What do we need to go around like that?

up vote 16 down vote accepted

If you look closely, Hartshorne defines the cohomology functors as the right-derived functors of

$\Gamma(X, -) : \mathfrak{Ab}(X) \to \mathfrak{Ab}$

and then claims in Prop 2.6 that these agree with the right-derived functors of

$\Gamma(X, -) : \mathfrak{Mod}(X) \to \mathfrak{Ab}$

There's some abuse of notation here -- in the first definition $X$ is just a topological space, whereas in the second definition $X$ is a ringed space, and of course we're also using $\Gamma$ for two different functors.

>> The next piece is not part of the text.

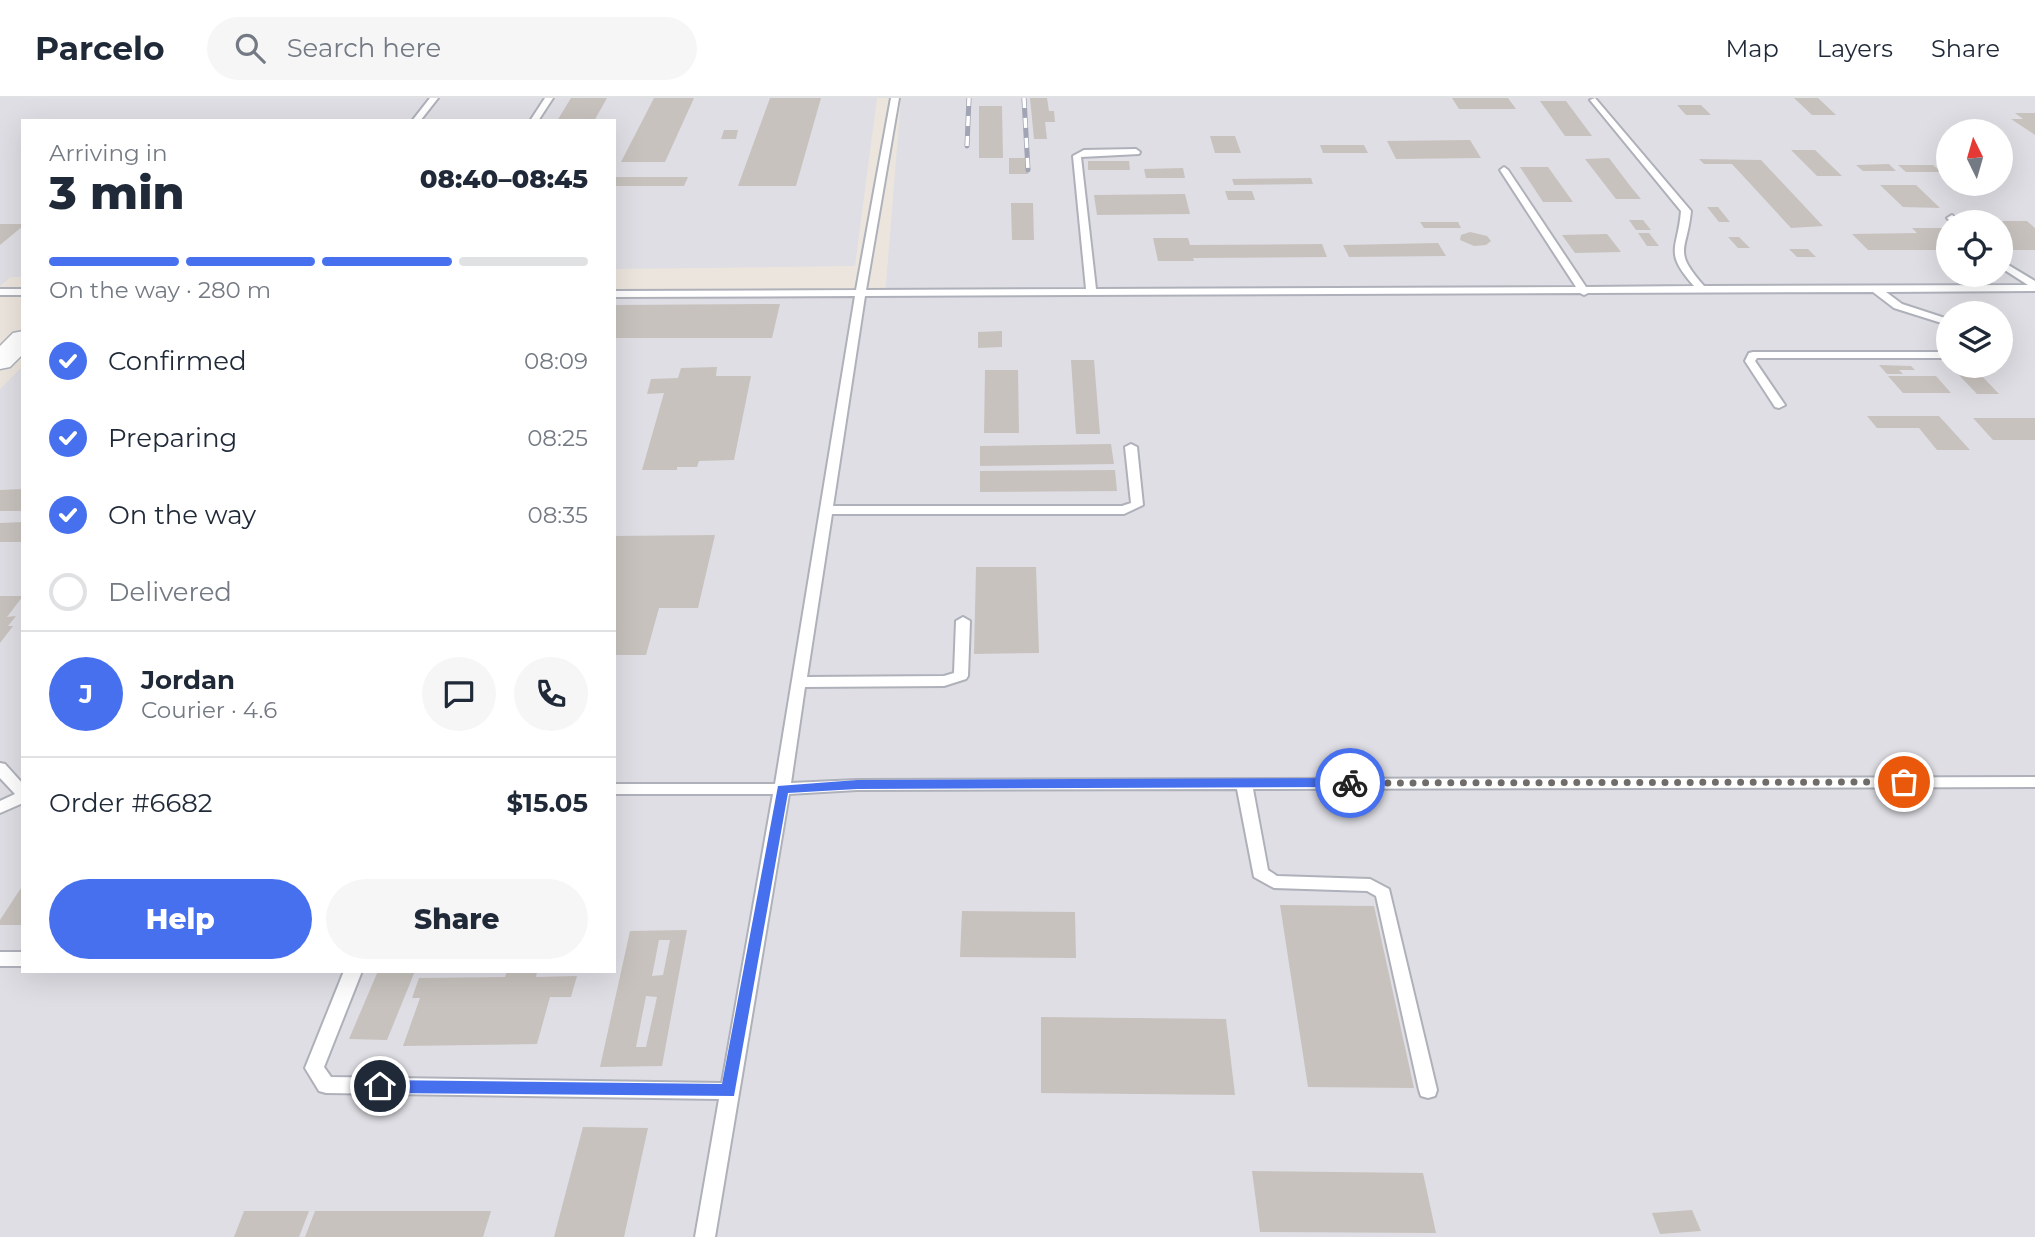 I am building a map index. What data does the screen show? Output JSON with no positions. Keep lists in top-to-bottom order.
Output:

So Proposition 2.6 says that the derived functors of $\Gamma(X, -) : \mathfrak{Mod}(X) \to \mathfrak{Ab}$, which a priori depend on the structure sheaf of $X$, don't really. What's being checked in the proof is that an injective resolution in the category $\mathfrak{Mod}(X)$ is still at least an acyclic resolution when we forget the $\mathcal{O}_X$-module structure and regard it as a chain complex in $\mathfrak{Ab}(X)$.

You might want to try finding (or asking for) an example of an injective $\mathcal{O}_X$-module which fails to be injective as a sheaf of abelian groups if this doesn't make sense.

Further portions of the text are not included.